Elvis' Christmas Album was reissued two years after its first release in October, 1959. The deluxe gatefold cover was replaced with a regular cover with a close-up of Elvis posed against an outdoor, snowy backdrop. The catalog number was changed to LPM-1951; the contents were unchanged from the original 1957 issue.
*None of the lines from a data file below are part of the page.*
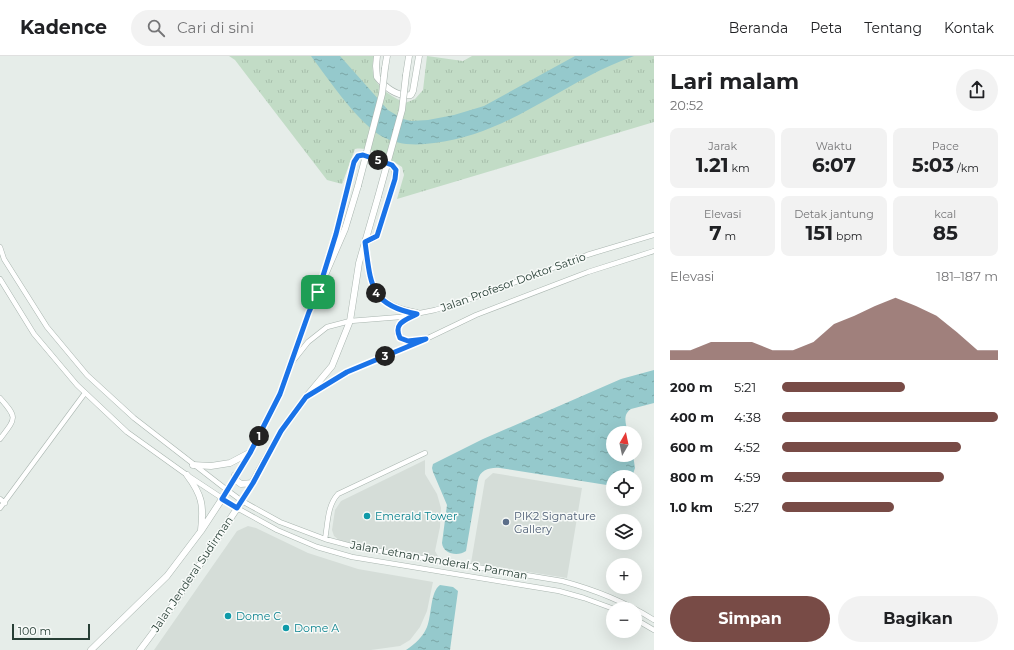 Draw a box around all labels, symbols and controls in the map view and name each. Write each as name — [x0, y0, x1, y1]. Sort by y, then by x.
search box — [131, 10, 411, 46]
text: Kadence — [20, 16, 107, 39]
icon: search — [145, 17, 167, 39]
text: Cari di sini — [177, 18, 254, 37]
text: Beranda — [729, 19, 788, 37]
text: Peta — [810, 19, 842, 37]
text: Tentang — [864, 19, 922, 37]
text: Kontak — [944, 19, 994, 37]
text: Lari malam — [670, 68, 799, 95]
button: share — [956, 69, 998, 111]
text: 20:52 — [670, 97, 703, 113]
text: Jarak — [708, 139, 737, 153]
text: Waktu — [816, 139, 852, 153]
text: Pace — [932, 139, 959, 153]
pin: 5 — [368, 150, 388, 170]
text: 5 — [375, 153, 381, 167]
text: 1.21 — [696, 153, 729, 177]
text: 6:07 — [812, 153, 856, 177]
text: 5:03 — [912, 153, 954, 177]
text: km — [729, 161, 750, 175]
text: /km — [954, 161, 979, 175]
text: Elevasi — [704, 207, 741, 221]
text: Detak jantung — [794, 207, 874, 221]
text: kcal — [934, 207, 956, 221]
text: 7 — [709, 221, 722, 245]
text: 151 — [805, 221, 833, 245]
text: 85 — [933, 221, 958, 245]
text: m — [722, 229, 736, 243]
text: bpm — [833, 229, 863, 243]
street label: Jalan Profesor Doktor Satrio — [438, 249, 588, 315]
text: Elevasi — [670, 268, 714, 284]
text: 181–187 m — [936, 268, 998, 284]
pin — [301, 275, 335, 309]
icon: arrive — [307, 281, 329, 303]
pin: 4 — [366, 283, 386, 303]
text: 4 — [372, 286, 380, 300]
pin: 3 — [375, 346, 395, 366]
text: 3 — [382, 349, 388, 363]
text: 200 m — [670, 379, 713, 395]
text: 5:21 — [734, 379, 756, 395]
text: 400 m — [670, 409, 714, 425]
text: 4:38 — [734, 409, 761, 425]
pin: 1 — [249, 426, 269, 446]
north arrow — [606, 426, 642, 462]
map controls — [606, 426, 642, 638]
text: 1 — [257, 429, 261, 443]
text: 600 m — [670, 439, 713, 455]
text: 4:52 — [734, 439, 760, 455]
text: 800 m — [670, 469, 714, 485]
text: 4:59 — [734, 469, 761, 485]
button: locate — [606, 470, 642, 506]
text: 1.0 km — [670, 499, 713, 515]
text: 5:27 — [734, 499, 759, 515]
place label: Emerald Tower — [375, 509, 457, 523]
place label: PIK2 Signature Gallery — [514, 509, 596, 536]
marker: Emerald Tower — [362, 511, 372, 521]
street label: Jalan Jenderal Sudirman — [148, 514, 236, 635]
button: layers — [606, 514, 642, 550]
marker: PIK2 Signature Gallery — [501, 517, 511, 527]
street label: Jalan Letnan Jenderal S. Parman — [348, 537, 529, 583]
button: + — [606, 558, 642, 594]
button: Simpan — [670, 596, 830, 642]
button: Bagikan — [838, 596, 998, 642]
button: − — [606, 602, 642, 638]
place label: Dome C — [236, 609, 281, 623]
marker: Dome C — [223, 611, 233, 621]
place label: Dome A — [294, 621, 339, 635]
scale bar — [12, 622, 90, 641]
marker: Dome A — [281, 623, 291, 633]
text: 100 m — [18, 624, 51, 638]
The album continued to reach the album charts each year until 1962, eventually selling more than three million copies in the U.S.

===Second reissue on RCA Camden===

In 1971, Elvis recorded a new Christmas album, Elvis Sings the Wonderful World of Christmas; The original Elvis' Christmas Album went out of print, but continued interest in the album prompted RCA to reissue a revised and truncated version on its budget label RCA Camden in November 1970. This reissue replaced the four gospel tracks from the Peace in the Valley EP with the 1966 holiday single "If Every Day Was Like Christmas", along with the 1970 non-seasonal B-side "Mama Liked the Roses", issued as the flip to Elvis's top ten single "The Wonder of You" and originating from Presley's acclaimed 1969 Memphis sessions; neither track had been available on LP format previously. With ten tracks and a shorter running time, it fit the standard for RCA's budget Camden label issues at the time. The religious and secular Christmas songs were also mixed. The initial cover of this revised version echoed that of the 1958 reissue, except a more recent photograph with Elvis wearing a blue racing jacket with two white stripes on the left was used from the set of the 1967 movie Speedway. The album was also released in the UK with an album cover that featured Elvis's face from the 1970 Camden release in a circle in the middle surrounded in white with the title and the song selections in red. The four Peace in the Valley tracks were reissued the next year on the RCA Camden compilation You'll Never Walk Alone.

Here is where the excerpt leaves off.